Advantages of PD separation

To solve the above problems, PD separation (Prefill-Decode Separation) came into being. It is not a simple technical adjustment, but a core architectural principle and system design philosophy. Its core idea is to deeply understand and strictly distinguish the essential differences between the Prefill (P) and Decode (D) stages, and implement clear and differentiated strategies in resource allocation, task scheduling and optimization algorithms. Its core advantages are mainly reflected in the following aspects:

1. Significant improvement in inference performance (low latency and high throughput)

By tailoring optimization strategies for the Prefill and Decode stages, PD separation directly reduces the user-perceived first response time (TTFT) and subsequent generation time (TPOT) , making the interactive experience faster and smoother.

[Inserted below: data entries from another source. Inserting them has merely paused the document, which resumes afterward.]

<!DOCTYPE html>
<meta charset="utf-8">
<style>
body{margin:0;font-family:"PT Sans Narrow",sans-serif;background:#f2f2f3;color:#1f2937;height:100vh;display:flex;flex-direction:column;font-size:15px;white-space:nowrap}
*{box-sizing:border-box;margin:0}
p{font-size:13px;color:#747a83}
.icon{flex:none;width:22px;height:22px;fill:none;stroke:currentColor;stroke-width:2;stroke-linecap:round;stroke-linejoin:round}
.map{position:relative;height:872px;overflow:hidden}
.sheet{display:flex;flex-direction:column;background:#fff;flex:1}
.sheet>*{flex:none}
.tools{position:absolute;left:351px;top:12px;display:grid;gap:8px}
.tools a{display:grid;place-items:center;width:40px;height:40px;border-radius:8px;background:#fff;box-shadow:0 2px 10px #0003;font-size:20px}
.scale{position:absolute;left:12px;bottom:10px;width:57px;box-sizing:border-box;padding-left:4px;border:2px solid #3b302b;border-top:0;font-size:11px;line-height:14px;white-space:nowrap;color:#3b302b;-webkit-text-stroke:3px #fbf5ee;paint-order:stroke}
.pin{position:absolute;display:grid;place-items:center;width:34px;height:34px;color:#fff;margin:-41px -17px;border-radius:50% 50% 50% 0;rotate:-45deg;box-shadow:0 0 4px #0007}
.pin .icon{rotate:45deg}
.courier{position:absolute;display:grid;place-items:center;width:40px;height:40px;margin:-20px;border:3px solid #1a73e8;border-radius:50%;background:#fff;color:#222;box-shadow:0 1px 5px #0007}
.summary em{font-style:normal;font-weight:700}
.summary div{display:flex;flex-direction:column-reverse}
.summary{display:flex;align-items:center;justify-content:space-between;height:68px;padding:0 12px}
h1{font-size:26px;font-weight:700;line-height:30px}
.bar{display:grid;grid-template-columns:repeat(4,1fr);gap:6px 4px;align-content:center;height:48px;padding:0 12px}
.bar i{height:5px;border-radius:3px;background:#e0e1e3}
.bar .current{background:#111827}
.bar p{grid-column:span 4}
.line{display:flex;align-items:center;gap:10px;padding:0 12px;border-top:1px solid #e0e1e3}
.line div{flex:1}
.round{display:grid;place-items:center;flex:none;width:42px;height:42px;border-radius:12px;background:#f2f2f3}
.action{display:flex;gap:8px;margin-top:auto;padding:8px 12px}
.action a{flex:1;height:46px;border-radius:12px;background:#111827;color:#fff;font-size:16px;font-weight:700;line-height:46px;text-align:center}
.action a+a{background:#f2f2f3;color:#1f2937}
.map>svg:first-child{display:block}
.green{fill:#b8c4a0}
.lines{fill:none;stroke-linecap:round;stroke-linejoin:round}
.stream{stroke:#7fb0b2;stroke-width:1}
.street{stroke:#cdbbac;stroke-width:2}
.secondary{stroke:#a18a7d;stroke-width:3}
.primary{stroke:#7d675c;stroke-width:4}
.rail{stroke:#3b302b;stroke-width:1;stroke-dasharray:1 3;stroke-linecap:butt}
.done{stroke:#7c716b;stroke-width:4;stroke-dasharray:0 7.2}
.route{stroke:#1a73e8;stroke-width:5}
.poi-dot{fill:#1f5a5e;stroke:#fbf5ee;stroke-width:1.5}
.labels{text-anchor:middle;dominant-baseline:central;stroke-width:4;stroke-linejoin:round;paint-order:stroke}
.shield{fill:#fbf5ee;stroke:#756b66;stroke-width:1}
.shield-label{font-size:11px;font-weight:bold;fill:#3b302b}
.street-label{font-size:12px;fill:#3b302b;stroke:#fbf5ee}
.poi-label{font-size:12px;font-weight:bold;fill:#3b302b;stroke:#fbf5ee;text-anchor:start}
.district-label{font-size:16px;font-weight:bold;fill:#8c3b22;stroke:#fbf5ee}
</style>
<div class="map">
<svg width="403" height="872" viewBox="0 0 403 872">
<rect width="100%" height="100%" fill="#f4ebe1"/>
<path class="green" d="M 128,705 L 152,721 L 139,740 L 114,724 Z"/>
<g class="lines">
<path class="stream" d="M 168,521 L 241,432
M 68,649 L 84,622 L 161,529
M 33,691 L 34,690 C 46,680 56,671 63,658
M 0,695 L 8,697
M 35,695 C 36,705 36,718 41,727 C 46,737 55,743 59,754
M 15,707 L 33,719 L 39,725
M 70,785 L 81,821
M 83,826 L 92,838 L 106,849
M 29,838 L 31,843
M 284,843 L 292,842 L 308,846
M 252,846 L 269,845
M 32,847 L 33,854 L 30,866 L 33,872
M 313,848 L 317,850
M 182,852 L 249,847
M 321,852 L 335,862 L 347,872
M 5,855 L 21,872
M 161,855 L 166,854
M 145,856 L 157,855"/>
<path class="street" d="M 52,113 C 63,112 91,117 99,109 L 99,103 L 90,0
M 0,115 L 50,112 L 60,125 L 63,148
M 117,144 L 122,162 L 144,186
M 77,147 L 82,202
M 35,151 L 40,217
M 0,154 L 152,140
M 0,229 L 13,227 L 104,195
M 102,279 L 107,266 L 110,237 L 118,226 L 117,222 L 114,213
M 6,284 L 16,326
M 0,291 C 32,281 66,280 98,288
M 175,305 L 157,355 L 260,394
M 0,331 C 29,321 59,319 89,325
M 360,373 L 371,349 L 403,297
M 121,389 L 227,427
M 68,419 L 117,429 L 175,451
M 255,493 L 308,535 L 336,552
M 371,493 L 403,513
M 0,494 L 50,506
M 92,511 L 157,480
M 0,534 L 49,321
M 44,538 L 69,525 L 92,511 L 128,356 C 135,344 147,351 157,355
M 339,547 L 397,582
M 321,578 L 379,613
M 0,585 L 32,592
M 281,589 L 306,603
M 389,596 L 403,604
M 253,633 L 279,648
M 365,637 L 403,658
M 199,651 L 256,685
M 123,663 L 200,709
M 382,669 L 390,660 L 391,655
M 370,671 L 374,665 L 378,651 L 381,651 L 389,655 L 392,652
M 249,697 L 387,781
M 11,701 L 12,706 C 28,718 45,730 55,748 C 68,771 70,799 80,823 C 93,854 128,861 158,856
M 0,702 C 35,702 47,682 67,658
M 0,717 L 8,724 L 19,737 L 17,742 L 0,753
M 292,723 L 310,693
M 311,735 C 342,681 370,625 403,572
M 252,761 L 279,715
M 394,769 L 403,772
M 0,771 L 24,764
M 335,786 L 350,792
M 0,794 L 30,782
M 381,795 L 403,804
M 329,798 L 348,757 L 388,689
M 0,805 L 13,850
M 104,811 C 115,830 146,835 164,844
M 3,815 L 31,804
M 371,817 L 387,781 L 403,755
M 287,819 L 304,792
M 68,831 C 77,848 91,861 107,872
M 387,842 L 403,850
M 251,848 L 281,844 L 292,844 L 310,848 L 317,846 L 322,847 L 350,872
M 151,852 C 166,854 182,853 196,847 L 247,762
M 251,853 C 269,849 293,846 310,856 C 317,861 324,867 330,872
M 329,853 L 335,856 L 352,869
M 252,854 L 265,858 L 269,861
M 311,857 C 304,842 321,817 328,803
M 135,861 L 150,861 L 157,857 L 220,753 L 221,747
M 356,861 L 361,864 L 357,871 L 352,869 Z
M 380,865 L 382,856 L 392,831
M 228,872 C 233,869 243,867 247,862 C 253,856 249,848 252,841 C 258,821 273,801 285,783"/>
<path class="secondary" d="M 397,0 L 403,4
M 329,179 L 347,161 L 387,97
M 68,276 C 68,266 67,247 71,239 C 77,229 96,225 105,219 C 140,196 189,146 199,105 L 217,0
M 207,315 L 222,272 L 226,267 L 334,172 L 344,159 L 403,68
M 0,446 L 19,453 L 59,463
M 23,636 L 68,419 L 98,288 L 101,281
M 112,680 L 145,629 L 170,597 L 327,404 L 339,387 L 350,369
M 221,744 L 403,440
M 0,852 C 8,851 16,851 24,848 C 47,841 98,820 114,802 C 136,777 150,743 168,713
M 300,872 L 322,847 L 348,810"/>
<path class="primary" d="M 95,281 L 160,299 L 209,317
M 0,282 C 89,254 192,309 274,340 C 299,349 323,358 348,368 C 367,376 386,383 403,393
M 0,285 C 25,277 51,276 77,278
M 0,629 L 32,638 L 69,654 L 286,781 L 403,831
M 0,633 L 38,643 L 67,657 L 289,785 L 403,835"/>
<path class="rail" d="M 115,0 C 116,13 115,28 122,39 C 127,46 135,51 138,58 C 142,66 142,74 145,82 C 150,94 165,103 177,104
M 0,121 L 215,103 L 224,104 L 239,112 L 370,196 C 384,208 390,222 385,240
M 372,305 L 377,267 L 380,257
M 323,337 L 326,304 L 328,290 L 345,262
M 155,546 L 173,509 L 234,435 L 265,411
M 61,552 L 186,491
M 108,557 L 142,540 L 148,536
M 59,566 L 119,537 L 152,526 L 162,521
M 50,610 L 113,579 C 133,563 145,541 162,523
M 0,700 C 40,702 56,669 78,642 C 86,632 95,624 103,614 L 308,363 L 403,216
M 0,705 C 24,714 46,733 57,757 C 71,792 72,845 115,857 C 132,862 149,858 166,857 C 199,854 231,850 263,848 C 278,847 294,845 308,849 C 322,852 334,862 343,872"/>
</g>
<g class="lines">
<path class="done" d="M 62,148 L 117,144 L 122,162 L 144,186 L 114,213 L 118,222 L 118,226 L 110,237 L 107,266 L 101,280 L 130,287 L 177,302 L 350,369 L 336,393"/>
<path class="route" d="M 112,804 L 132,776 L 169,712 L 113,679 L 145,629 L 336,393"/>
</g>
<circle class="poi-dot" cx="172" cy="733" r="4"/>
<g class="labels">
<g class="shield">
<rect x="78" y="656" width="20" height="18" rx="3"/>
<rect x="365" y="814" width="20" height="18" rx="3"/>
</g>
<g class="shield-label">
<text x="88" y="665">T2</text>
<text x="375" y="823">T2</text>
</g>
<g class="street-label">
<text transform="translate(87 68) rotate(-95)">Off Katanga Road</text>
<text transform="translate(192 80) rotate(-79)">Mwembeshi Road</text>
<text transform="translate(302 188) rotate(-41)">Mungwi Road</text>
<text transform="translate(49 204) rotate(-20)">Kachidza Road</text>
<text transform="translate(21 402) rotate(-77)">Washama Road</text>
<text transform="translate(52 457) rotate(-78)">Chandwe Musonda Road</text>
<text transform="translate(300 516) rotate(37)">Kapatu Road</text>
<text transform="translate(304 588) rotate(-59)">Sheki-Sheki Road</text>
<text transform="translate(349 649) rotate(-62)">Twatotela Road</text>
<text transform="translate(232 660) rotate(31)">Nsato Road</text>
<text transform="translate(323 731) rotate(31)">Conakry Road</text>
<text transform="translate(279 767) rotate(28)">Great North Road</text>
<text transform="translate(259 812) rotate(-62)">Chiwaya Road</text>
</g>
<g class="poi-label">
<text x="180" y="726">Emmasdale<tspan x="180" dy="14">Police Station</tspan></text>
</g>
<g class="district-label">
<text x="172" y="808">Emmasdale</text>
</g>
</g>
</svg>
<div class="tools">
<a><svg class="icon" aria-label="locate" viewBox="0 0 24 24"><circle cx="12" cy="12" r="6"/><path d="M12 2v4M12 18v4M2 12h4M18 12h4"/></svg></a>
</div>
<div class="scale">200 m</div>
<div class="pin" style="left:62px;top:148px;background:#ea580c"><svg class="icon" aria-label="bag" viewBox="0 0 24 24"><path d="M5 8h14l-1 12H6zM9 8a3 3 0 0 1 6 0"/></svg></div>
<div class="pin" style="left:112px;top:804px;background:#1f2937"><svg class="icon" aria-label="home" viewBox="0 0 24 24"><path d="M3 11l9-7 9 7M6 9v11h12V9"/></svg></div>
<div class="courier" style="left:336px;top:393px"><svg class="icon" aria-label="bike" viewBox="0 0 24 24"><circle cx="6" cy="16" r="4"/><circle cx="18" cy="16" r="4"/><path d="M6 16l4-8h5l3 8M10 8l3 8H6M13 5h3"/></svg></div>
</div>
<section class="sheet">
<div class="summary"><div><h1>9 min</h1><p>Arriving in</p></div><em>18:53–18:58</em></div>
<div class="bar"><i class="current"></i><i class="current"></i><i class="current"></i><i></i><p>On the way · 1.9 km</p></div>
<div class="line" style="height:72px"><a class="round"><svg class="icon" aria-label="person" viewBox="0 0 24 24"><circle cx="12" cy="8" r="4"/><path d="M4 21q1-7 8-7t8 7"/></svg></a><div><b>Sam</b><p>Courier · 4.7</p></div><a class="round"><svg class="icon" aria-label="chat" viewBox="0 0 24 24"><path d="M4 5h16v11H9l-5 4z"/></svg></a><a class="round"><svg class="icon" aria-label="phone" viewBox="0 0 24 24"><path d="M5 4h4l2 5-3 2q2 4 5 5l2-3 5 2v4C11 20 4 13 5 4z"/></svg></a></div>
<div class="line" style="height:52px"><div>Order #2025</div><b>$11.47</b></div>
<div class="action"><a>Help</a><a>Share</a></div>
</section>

At the same time, thanks to higher resource utilization and more optimized scheduling, the overall throughput of the system has also been greatly improved , and it can efficiently handle more concurrent requests.

2. Hardware resource utilization and efficiency are greatly improved

Unified processing often leads to resource waste (for example, idle computing units in the Decode stage), while differentiated management of PD separation can ensure that expensive hardware resources such as GPUs are more fully and effectively utilized in the two stages of Prefill and Decode, which have very different characteristics . This not only reduces hardware idleness, but also improves overall computing efficiency and cost-effectiveness.

3. Targeted independent optimization paths are realized

PD separation allows developers to independently apply the most cutting-edge and effective optimization techniques (such as specific Attention variants, memory management solutions, etc.) to the computationally intensive Prefill and memory bandwidth intensive Decode stages. This separation avoids potential conflicts between different optimization strategies , allowing researchers to explore the performance potential of each stage more deeply and accurately.

4. Lay the foundation for advanced system scheduling

The implementation of modern efficient scheduling algorithms such as continuous batch processing requires that the system can distinguish between P and D states. PD separation provides this foundation, allowing the scheduler to intelligently and dynamically manage and combine requests to maximize concurrent processing capabilities, thereby further amplifying performance and efficiency advantages, especially in multi-user service scenarios.

in conclusion

The experiments in this article intuitively reveal the huge performance disparity between the Prefill and Decode stages in LLM reasoning: the Decode stage accounts for more than 99% of the time, but the throughput is nearly 137 times slower, which directly leads to serious waste of GPU computing power in the critical Decode stage and significantly increases the cost of model deployment.

This result is the fundamental reason why PD separation has become a core architectural principle. Through targeted and differentiated management of the parallel potential of Prefill and the memory bottleneck of Decode, the main purpose of PD separation is to transform the resource waste that is prevalent in the Decode stage into a significant improvement in inference performance and cost-effectiveness, thereby overcoming the inefficient bottleneck of the traditional unified processing model.